What you will do - Your task is to copy the lines of the data below from the line holding "position:absolute; left:676px; top:834px;" through the line holding "position:absolute; translate:-50% -42px;", inclusive, exactly and with nothing added.

Saved data entries
'''

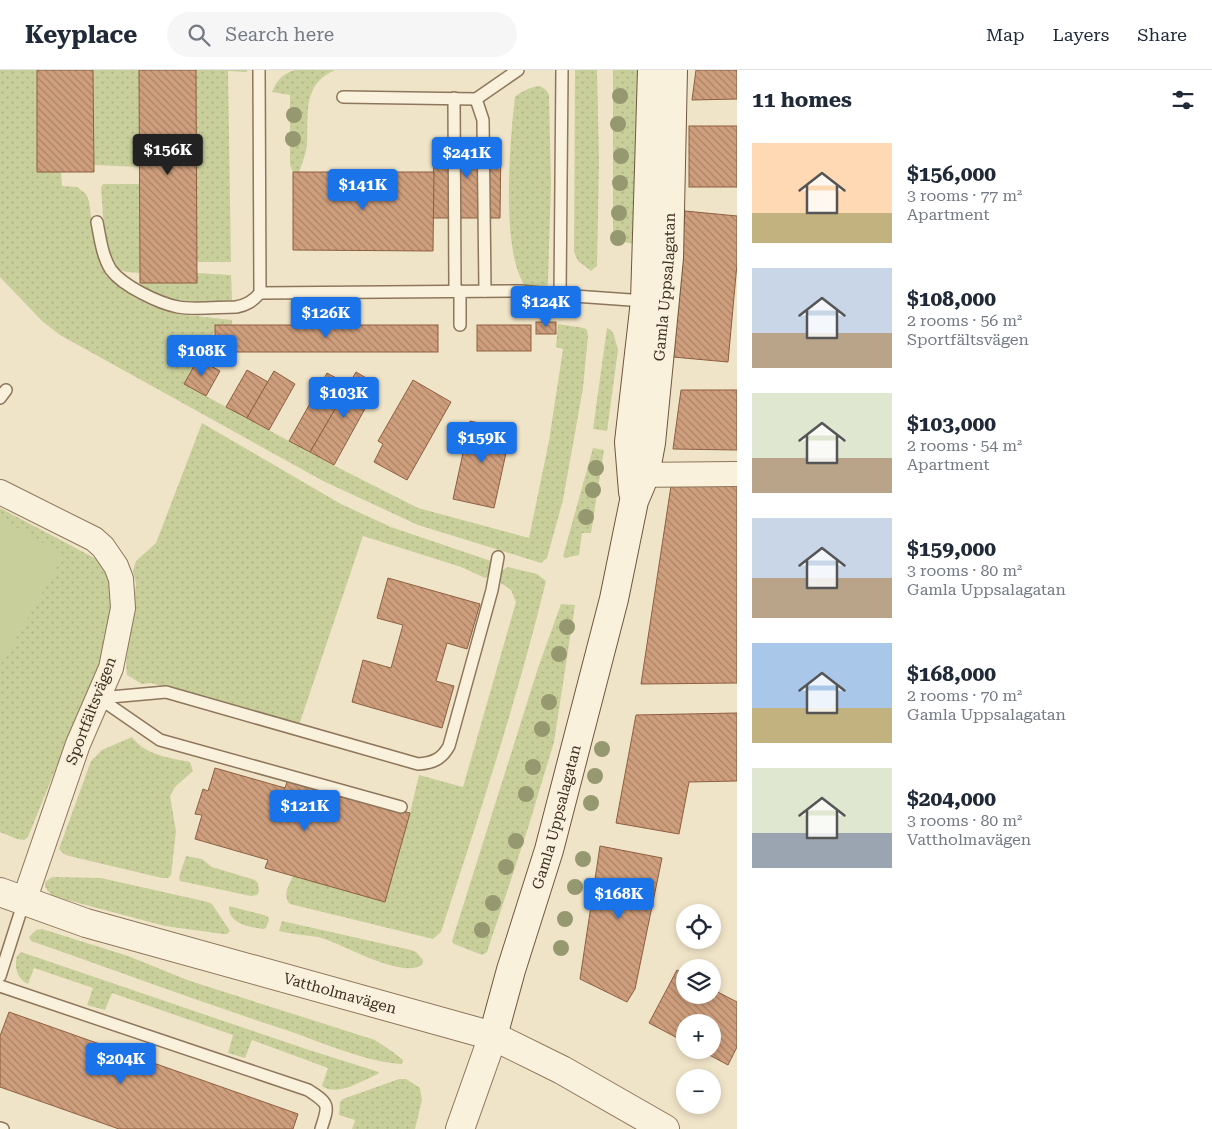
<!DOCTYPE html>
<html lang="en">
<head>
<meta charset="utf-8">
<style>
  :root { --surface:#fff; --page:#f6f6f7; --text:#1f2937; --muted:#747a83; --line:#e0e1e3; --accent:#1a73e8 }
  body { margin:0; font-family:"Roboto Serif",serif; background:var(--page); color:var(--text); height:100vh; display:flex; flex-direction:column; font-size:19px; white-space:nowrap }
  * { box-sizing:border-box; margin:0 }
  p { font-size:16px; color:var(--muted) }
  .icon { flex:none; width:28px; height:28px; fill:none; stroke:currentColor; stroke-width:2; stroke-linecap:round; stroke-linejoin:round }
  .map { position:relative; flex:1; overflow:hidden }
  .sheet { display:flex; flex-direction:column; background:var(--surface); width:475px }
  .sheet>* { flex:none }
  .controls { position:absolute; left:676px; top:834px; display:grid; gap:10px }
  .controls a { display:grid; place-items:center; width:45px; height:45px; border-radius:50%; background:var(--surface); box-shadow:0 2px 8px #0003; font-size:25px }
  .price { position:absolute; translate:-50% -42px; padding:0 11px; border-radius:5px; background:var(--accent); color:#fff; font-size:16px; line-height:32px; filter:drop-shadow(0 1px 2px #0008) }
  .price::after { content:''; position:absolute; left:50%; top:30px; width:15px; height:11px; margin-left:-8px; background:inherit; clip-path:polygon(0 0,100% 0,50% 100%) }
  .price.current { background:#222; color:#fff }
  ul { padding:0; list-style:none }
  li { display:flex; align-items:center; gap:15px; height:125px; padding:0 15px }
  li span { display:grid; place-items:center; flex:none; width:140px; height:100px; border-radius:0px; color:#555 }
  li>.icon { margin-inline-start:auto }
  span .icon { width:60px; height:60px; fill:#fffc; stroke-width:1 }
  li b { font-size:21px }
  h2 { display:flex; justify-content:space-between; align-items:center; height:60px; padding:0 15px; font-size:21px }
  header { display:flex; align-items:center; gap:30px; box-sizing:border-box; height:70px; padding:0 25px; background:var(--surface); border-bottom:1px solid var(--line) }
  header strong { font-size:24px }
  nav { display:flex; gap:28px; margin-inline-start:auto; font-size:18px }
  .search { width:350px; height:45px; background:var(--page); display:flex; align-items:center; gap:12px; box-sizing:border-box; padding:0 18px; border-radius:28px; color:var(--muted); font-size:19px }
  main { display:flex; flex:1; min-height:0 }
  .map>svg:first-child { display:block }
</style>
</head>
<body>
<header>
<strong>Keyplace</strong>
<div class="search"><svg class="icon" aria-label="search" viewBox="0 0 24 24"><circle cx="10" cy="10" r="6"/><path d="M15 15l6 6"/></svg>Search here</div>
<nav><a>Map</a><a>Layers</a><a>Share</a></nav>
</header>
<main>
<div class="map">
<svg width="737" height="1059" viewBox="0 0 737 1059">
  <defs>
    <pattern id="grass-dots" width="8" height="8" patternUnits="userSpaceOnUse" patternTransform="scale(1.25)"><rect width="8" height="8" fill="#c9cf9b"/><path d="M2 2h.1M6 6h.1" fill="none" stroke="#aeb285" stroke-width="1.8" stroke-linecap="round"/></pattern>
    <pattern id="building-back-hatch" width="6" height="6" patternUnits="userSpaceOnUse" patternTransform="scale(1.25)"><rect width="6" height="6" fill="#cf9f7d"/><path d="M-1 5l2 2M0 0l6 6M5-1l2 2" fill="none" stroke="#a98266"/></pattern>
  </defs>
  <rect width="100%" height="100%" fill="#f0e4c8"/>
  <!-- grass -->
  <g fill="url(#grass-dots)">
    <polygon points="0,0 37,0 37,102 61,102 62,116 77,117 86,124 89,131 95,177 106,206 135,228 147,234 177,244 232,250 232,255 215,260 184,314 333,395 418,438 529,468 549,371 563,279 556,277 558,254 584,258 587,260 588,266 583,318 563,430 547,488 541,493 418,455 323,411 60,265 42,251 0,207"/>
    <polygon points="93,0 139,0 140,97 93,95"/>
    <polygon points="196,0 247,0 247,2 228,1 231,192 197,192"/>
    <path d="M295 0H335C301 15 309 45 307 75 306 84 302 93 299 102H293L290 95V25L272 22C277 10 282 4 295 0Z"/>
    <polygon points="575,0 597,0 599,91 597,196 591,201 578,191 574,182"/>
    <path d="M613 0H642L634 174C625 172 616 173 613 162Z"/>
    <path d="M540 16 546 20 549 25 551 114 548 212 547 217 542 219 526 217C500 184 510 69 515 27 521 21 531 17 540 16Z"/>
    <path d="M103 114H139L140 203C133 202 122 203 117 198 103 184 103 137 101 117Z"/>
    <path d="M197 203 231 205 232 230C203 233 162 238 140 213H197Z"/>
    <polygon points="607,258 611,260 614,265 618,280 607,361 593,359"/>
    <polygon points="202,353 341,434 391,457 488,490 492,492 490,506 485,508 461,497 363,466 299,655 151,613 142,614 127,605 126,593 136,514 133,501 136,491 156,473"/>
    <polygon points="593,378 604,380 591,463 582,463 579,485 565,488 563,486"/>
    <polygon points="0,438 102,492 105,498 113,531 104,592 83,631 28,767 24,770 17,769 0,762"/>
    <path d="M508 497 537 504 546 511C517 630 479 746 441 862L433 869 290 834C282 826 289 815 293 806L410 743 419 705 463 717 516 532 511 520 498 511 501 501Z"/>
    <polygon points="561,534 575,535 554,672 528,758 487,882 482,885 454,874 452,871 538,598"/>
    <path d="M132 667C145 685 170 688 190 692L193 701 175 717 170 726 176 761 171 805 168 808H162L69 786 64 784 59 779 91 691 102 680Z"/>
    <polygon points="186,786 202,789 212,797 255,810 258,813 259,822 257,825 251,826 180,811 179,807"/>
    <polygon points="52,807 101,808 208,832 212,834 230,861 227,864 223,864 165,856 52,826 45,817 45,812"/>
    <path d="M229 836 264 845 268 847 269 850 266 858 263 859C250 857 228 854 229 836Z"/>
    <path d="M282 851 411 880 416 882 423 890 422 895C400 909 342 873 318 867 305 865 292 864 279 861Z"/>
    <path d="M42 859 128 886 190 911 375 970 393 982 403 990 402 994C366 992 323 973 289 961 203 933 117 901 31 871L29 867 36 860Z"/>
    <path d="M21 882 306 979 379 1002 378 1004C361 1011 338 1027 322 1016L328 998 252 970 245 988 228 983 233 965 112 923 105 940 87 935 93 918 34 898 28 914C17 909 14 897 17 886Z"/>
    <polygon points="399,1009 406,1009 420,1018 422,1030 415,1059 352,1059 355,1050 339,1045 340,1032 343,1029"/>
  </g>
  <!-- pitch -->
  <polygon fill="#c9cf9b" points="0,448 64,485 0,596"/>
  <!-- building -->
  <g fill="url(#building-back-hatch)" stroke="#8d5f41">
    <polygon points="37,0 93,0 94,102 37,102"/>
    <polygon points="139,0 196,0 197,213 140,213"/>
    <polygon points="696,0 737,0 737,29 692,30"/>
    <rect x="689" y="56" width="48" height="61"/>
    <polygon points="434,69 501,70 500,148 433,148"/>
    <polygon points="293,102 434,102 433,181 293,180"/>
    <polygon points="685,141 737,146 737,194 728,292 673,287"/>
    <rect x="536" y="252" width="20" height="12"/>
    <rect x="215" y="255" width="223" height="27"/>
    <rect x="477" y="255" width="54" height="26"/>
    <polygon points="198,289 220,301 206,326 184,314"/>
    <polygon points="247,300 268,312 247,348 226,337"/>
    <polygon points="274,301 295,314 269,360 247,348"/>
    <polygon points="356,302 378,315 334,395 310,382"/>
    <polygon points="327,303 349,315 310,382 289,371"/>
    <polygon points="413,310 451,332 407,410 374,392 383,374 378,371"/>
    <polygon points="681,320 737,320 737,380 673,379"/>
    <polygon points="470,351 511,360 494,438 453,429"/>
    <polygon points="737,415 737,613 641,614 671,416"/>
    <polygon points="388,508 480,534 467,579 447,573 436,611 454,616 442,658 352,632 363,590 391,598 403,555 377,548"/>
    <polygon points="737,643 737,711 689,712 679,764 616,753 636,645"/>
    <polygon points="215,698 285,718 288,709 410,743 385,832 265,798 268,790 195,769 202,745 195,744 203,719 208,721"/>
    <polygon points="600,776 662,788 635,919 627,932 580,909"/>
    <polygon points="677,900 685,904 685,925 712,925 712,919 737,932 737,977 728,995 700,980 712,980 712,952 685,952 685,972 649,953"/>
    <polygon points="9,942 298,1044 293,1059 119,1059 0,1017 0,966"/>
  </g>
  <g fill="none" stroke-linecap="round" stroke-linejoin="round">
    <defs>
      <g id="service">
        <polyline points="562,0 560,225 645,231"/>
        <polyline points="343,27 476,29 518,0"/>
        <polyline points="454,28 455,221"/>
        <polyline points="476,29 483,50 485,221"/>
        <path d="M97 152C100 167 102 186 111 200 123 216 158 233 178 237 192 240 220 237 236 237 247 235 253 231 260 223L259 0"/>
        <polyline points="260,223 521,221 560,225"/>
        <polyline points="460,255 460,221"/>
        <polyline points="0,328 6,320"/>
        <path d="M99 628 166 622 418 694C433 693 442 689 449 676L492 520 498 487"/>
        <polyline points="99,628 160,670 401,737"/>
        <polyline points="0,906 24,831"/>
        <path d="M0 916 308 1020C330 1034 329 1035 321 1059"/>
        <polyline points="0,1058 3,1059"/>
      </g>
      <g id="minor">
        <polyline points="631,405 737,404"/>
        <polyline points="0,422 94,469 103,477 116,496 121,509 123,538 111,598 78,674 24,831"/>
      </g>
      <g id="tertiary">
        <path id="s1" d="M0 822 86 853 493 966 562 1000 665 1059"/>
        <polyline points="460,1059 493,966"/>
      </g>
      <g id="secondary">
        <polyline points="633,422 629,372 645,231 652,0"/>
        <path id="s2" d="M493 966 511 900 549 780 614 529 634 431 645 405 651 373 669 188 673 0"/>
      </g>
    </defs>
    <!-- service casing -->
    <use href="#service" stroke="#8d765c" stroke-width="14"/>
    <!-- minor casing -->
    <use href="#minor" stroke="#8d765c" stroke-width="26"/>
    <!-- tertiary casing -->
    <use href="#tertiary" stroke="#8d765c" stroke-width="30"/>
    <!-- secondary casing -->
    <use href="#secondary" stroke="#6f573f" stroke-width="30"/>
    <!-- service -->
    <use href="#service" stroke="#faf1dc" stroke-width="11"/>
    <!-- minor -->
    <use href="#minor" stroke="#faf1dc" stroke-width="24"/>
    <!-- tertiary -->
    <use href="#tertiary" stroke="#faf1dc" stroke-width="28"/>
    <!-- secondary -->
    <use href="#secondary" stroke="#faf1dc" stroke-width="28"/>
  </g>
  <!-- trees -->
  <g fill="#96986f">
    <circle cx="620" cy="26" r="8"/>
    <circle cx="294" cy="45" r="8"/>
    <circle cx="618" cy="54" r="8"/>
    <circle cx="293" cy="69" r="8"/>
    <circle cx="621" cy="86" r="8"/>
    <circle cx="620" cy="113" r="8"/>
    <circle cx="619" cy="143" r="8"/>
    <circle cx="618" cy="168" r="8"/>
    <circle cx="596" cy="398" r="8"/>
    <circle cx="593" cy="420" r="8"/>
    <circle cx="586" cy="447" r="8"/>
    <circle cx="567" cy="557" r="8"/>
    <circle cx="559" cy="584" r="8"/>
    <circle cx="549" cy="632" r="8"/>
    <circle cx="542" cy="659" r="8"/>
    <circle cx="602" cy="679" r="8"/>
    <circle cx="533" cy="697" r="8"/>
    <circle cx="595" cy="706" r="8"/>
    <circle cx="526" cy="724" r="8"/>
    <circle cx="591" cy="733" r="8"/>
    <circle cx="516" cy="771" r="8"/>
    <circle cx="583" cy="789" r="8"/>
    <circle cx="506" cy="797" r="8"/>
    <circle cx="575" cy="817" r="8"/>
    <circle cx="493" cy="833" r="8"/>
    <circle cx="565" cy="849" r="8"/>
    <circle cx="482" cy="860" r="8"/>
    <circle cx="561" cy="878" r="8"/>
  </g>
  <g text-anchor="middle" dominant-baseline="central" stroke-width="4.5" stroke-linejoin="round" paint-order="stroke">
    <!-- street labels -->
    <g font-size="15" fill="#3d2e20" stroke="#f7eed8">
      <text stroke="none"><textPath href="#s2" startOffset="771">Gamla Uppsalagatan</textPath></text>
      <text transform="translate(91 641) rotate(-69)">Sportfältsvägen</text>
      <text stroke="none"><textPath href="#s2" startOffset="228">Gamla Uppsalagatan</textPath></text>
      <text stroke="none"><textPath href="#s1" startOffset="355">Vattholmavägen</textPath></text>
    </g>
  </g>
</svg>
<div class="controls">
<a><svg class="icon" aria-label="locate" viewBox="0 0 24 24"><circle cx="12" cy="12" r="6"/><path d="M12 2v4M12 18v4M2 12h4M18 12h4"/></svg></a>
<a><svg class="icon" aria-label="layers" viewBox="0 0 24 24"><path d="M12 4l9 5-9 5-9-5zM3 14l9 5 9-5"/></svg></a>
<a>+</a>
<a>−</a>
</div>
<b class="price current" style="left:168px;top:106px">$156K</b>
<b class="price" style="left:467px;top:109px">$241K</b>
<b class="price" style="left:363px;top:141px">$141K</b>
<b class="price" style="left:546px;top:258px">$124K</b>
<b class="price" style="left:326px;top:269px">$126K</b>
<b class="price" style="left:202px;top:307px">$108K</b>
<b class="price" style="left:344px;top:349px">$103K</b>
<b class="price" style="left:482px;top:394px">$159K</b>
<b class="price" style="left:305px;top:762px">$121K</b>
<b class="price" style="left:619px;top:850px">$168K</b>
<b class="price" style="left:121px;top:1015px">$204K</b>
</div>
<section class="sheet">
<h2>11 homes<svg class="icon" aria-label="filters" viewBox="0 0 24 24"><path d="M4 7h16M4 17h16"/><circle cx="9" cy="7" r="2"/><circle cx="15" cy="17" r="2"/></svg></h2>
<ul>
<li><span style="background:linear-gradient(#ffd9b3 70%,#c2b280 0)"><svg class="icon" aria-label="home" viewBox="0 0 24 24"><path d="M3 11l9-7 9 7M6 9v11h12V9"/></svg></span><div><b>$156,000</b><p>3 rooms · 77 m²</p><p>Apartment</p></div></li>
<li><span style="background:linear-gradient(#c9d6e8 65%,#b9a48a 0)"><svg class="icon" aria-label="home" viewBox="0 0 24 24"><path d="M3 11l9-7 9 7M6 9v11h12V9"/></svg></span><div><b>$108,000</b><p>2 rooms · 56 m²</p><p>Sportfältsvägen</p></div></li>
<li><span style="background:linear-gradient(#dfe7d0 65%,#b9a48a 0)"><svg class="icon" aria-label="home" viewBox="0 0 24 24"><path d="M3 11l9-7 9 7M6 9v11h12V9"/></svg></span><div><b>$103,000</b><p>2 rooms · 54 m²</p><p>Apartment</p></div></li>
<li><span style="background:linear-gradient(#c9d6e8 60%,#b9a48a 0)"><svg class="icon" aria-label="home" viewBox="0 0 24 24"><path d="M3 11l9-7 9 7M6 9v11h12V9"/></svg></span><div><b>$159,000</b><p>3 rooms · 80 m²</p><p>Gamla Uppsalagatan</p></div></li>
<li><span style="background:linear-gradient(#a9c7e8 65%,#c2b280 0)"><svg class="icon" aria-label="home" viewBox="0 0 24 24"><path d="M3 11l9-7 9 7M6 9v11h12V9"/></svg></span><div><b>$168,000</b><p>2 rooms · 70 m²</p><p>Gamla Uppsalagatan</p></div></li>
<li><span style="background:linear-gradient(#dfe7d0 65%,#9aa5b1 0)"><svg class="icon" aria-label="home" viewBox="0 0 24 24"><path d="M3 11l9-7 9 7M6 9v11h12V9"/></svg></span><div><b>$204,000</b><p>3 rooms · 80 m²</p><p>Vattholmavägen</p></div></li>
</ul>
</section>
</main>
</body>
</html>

'''

Result of this task -
  .controls { position:absolute; left:676px; top:834px; display:grid; gap:10px }
  .controls a { display:grid; place-items:center; width:45px; height:45px; border-radius:50%; background:var(--surface); box-shadow:0 2px 8px #0003; font-size:25px }
  .price { position:absolute; translate:-50% -42px; padding:0 11px; border-radius:5px; background:var(--accent); color:#fff; font-size:16px; line-height:32px; filter:drop-shadow(0 1px 2px #0008) }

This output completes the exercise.